What the task asks:
Show every line below where "fillStyle" appears.

Collected data:
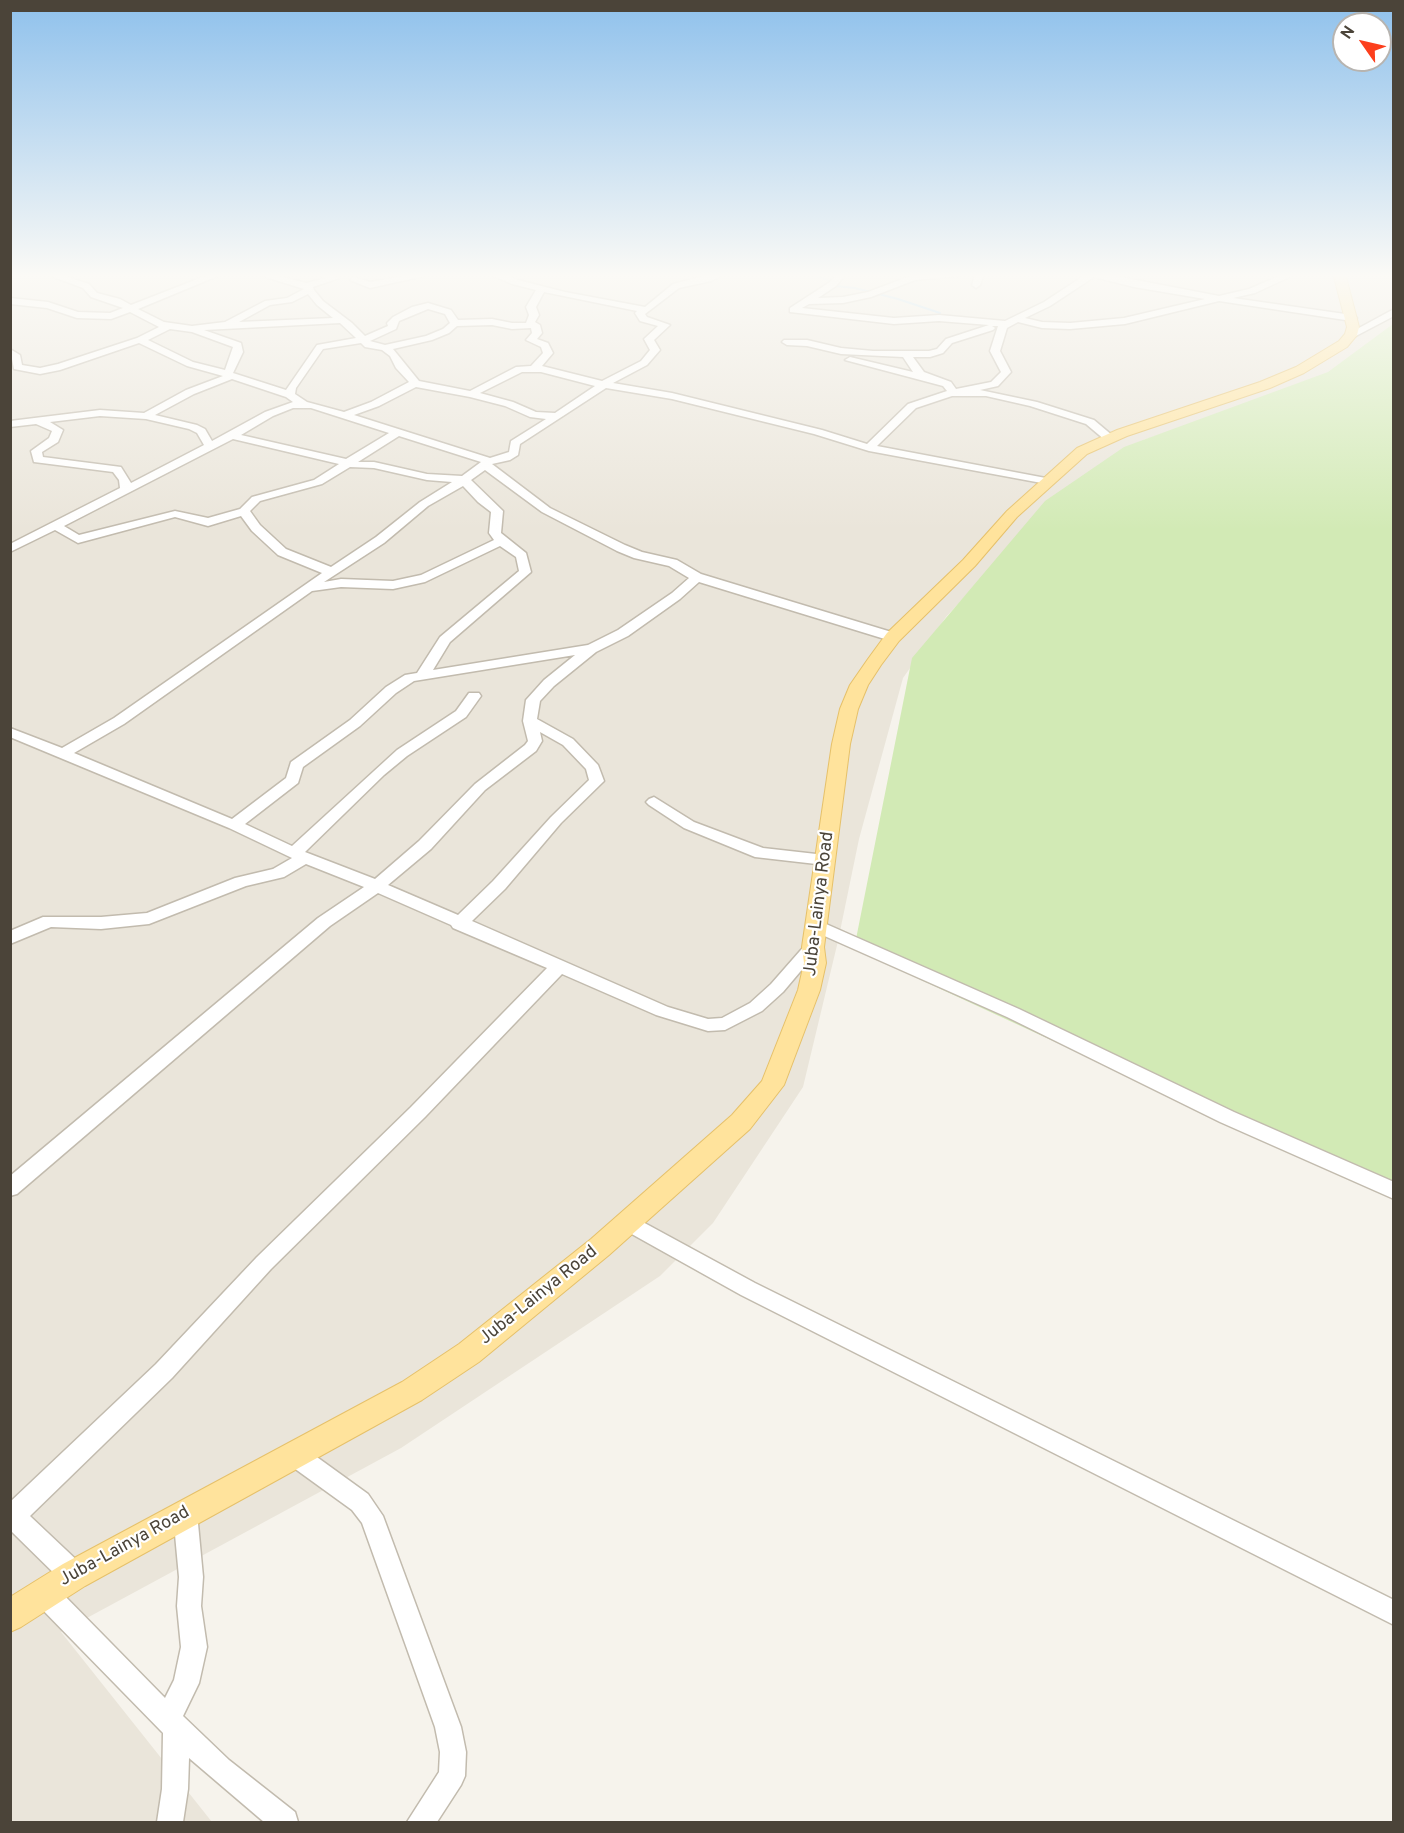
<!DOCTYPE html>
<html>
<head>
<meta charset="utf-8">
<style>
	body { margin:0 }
	#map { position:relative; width:1404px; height:1833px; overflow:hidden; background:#f6f3ec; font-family:Overpass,sans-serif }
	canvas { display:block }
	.frame { position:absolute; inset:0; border:12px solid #4b4439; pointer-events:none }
	.north { position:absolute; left:1332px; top:12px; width:60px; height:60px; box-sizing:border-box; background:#fff; border:2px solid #b7b4b0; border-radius:50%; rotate:304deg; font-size:16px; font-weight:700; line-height:24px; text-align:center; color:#4b4439 }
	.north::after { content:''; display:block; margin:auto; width:21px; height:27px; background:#fc3f1d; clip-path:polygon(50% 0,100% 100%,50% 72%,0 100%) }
</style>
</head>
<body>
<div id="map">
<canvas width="1404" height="1833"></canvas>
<div class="frame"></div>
<div class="north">N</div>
</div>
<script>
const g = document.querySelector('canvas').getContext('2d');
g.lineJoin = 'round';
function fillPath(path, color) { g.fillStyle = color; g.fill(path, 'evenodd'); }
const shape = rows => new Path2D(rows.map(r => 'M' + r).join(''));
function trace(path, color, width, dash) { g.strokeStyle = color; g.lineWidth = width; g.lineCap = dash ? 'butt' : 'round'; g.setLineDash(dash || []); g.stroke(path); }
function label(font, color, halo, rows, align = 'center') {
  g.font = font + ' Overpass,sans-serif'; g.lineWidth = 4.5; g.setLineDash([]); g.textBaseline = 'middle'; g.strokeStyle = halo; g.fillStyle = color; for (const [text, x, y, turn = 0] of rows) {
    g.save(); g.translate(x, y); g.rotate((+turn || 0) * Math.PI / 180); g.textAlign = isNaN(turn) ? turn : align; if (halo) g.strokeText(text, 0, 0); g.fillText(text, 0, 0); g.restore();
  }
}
fillPath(shape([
	[11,273,1393,273,1393,327,1331,374,1144,440,1035,520,946,617,903,678,859,839,838,941,803,1087,713,1223,660,1276,401,1448,61,1632,212,1822,11,1822]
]), '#eae5da');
fillPath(shape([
	[1393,324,1393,1198,854,949,912,658,1045,501,1124,447,1328,372]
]), '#d2eab5');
trace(shape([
	[735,273,744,275,753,273],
	[804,273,826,279,835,286,855,288,898,299,940,313]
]), '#a9d4f2', 2);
const minor = shape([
	[43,273,56,273,89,284,97,293,120,299,131,305,213,273,225,273,138,309,164,322,192,326,225,322,265,301,287,298,304,289,253,273,268,273,306,283,326,278,317,273,330,273,339,278,313,287,314,290,323,301,352,323,365,336,388,326,387,323,393,317,412,307,428,303,451,310,458,320,492,319,512,323,526,323,529,315,526,307,536,290,512,284,487,273,503,273,518,280,565,292,645,307,673,284,715,273,727,273,711,281,679,288,645,314,647,317,670,325,654,340,660,350,647,365,613,383,672,393,822,430,867,444,908,404,947,391,943,386,845,360,850,357,913,372,903,357,841,354,807,346,787,345,782,342,784,340,807,340,841,348,873,351,929,351,937,349,946,339,989,325,939,321,894,324,790,312,790,308,830,282,838,273,847,273,836,286,818,298,843,297,868,292,913,275,962,273,958,276,915,280,871,297,843,303,809,304,802,308,894,318,939,315,1005,321,1044,302,1085,275,1084,273,1100,273,1219,296,1249,289,1286,273,1298,273,1255,293,1233,298,1352,315,1357,318,1352,321,1219,301,1125,324,1070,329,1042,328,1018,322,1007,328,1000,351,1011,372,998,386,980,390,1037,402,1094,420,1113,436,1113,440,1105,440,1086,424,1030,406,986,396,952,396,916,408,877,446,1051,479,1051,483,1047,484,869,451,814,434,672,399,606,388,520,444,518,455,510,460,492,464,550,508,625,545,642,552,677,560,701,574,898,634,900,637,898,640,888,640,699,582,680,599,628,636,596,652,554,686,540,701,537,719,573,739,598,765,604,781,561,823,505,889,472,921,668,1007,708,1019,722,1018,750,1003,771,984,807,943,819,943,821,947,783,992,762,1011,725,1030,708,1031,656,1015,562,974,425,1117,271,1269,172,1378,30,1516,83,1566,86,1575,83,1584,74,1587,65,1584,10,1530,10,1502,156,1364,257,1257,411,1107,547,968,453,928,451,925,378,893,330,926,17,1194,10,1196,10,1176,318,918,364,887,306,864,284,877,246,886,149,924,101,929,51,927,10,944,10,931,43,917,101,917,147,913,235,878,273,869,292,858,229,828,10,737,10,728,62,748,114,718,322,573,278,555,252,531,241,516,208,526,175,517,78,543,55,530,10,552,10,544,120,488,119,480,113,472,34,462,31,451,49,438,52,431,36,424,10,427,10,421,100,410,144,413,186,390,223,376,187,366,139,343,60,370,40,374,14,369,10,349,20,355,22,365,40,368,58,364,137,338,159,327,130,312,111,319,77,318,47,308,10,304,10,298,48,302,78,312,110,313,123,308,91,297,83,288,43,273],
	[1094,277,1134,287,1205,299,1124,318,1070,323,1042,322,1025,318,1050,306,1094,277],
	[544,292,637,311,635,313,640,321,658,326,644,339,650,350,641,361,602,381,542,366,553,353,548,343,537,339,542,333,540,325,535,322,539,315,536,307,544,292],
	[308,294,317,305,333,318,239,322,270,305,292,302,308,294],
	[428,309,445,314,450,323,443,329,426,336,385,345,370,341,396,329,399,321,428,309],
	[340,323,356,338,317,345,286,390,233,373,243,352,241,343,204,330,340,323],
	[492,325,512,329,531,328,532,333,526,340,541,347,543,353,531,366,516,367,470,391,419,381,393,349,432,340,449,333,457,326,492,325],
	[992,326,998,326,990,351,1001,372,991,382,956,389,951,382,924,372,913,357,930,357,943,353,952,343,993,330,995,328,992,326],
	[170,329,192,332,233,347,225,370,193,362,148,340,170,329],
	[361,343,365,347,382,350,390,356,396,368,409,382,371,402,344,412,307,402,295,394,296,388,323,349,361,343],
	[522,372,541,372,595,386,555,413,536,412,513,402,480,393,522,372],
	[232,379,286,397,293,402,265,412,212,441,205,429,197,425,155,415,194,394,232,379],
	[416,387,470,397,505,406,530,417,546,419,511,441,509,452,490,458,354,415,379,406,416,387],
	[293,408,311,408,389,433,346,459,241,435,273,416,293,408],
	[100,416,146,419,189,429,197,433,204,445,131,483,121,467,43,457,42,452,58,442,63,430,50,422,100,416],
	[399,436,481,462,462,476,427,474,374,462,358,462,399,436],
	[233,439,339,464,314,480,252,497,240,509,208,518,175,511,79,535,64,526,233,439],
	[350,467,374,468,427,480,452,482,420,502,376,537,331,567,286,549,260,525,250,511,260,501,322,484,350,467],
	[485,470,542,512,617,551,634,558,669,566,689,578,672,593,618,630,588,645,433,670,450,642,531,572,526,553,501,533,503,511,471,480,485,470],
	[463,486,478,502,491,512,489,533,494,540,421,575,393,581,341,579,324,582,384,543,428,506,463,486],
	[500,546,516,557,519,571,440,637,417,673,405,675,386,687,350,720,291,762,286,778,232,819,74,753,124,724,312,591,341,587,393,589,425,582,500,546],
	[575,655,544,680,526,700,523,721,528,741,525,745,475,784,419,841,375,879,305,852,384,775,407,756,466,717,481,696,479,693,469,693,456,711,397,750,292,846,245,824,298,783,303,767,360,726,396,693,414,681,575,655],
	[540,732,563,745,586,769,589,780,551,817,493,881,458,915,388,885,431,849,485,790,536,751,542,741,540,732],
	[419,273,438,273,370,288,350,280,354,277,370,282,419,273],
	[976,273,984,273,980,285,976,288,972,285,976,273],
	[1394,309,1394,316,1354,337,1346,335,1394,309],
	[654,797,694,822,763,848,825,855,833,860,825,865,755,857,684,828,649,805,646,802,649,799,654,797],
	[817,920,1019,1009,1234,1112,1394,1182,1394,1199,1220,1122,1007,1017,811,930,809,926,811,922,817,920],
	[628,1214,755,1283,1394,1600,1394,1625,741,1295,621,1228,618,1222,621,1216,628,1214],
	[295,1444,303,1447,368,1494,383,1516,461,1727,466,1752,465,1776,461,1785,437,1822,407,1822,439,1772,440,1752,435,1727,362,1523,352,1510,287,1463,284,1455,287,1447,295,1444],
	[185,1502,193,1505,197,1513,203,1577,201,1606,207,1647,199,1683,183,1716,229,1760,295,1812,298,1822,264,1822,189,1758,188,1789,183,1822,157,1822,162,1789,163,1733,35,1602,32,1593,35,1584,44,1581,53,1584,165,1698,174,1680,181,1647,177,1606,179,1577,173,1513,177,1505,185,1502]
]);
const major = shape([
	[1333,273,1345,273,1359,327,1357,335,1347,347,1304,373,1270,388,1127,436,1087,454,1017,517,975,566,899,641,881,665,868,685,858,709,850,744,824,947,826,963,820,990,784,1085,750,1129,609,1255,479,1362,422,1400,85,1586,21,1627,10,1632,10,1597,63,1564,402,1382,459,1344,591,1239,732,1115,762,1081,798,990,804,963,802,947,832,744,840,709,850,685,868,659,887,633,963,560,1007,511,1077,448,1117,430,1260,382,1296,367,1339,341,1345,334,1347,327,1333,273]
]);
trace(minor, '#c2bbae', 3);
trace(major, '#e6c16a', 2);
fillPath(minor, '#fff');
fillPath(major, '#ffe39c');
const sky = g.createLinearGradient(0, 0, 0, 530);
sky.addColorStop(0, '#8fc1ec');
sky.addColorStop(0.52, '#fbfaf6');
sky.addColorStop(1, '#fbfaf600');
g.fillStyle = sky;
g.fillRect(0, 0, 1404, 530);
label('18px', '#4b4439', '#fff', [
	["Juba-Lainya Road",820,904,-83],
	["Juba-Lainya Road",539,1296,-39],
	["Juba-Lainya Road",125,1547,-29]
]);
</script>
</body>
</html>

Output below:
function fillPath(path, color) { g.fillStyle = color; g.fill(path, 'evenodd'); }
  g.font = font + ' Overpass,sans-serif'; g.lineWidth = 4.5; g.setLineDash([]); g.textBaseline = 'middle'; g.strokeStyle = halo; g.fillStyle = color; for (const [text, x, y, turn = 0] of rows) {
g.fillStyle = sky;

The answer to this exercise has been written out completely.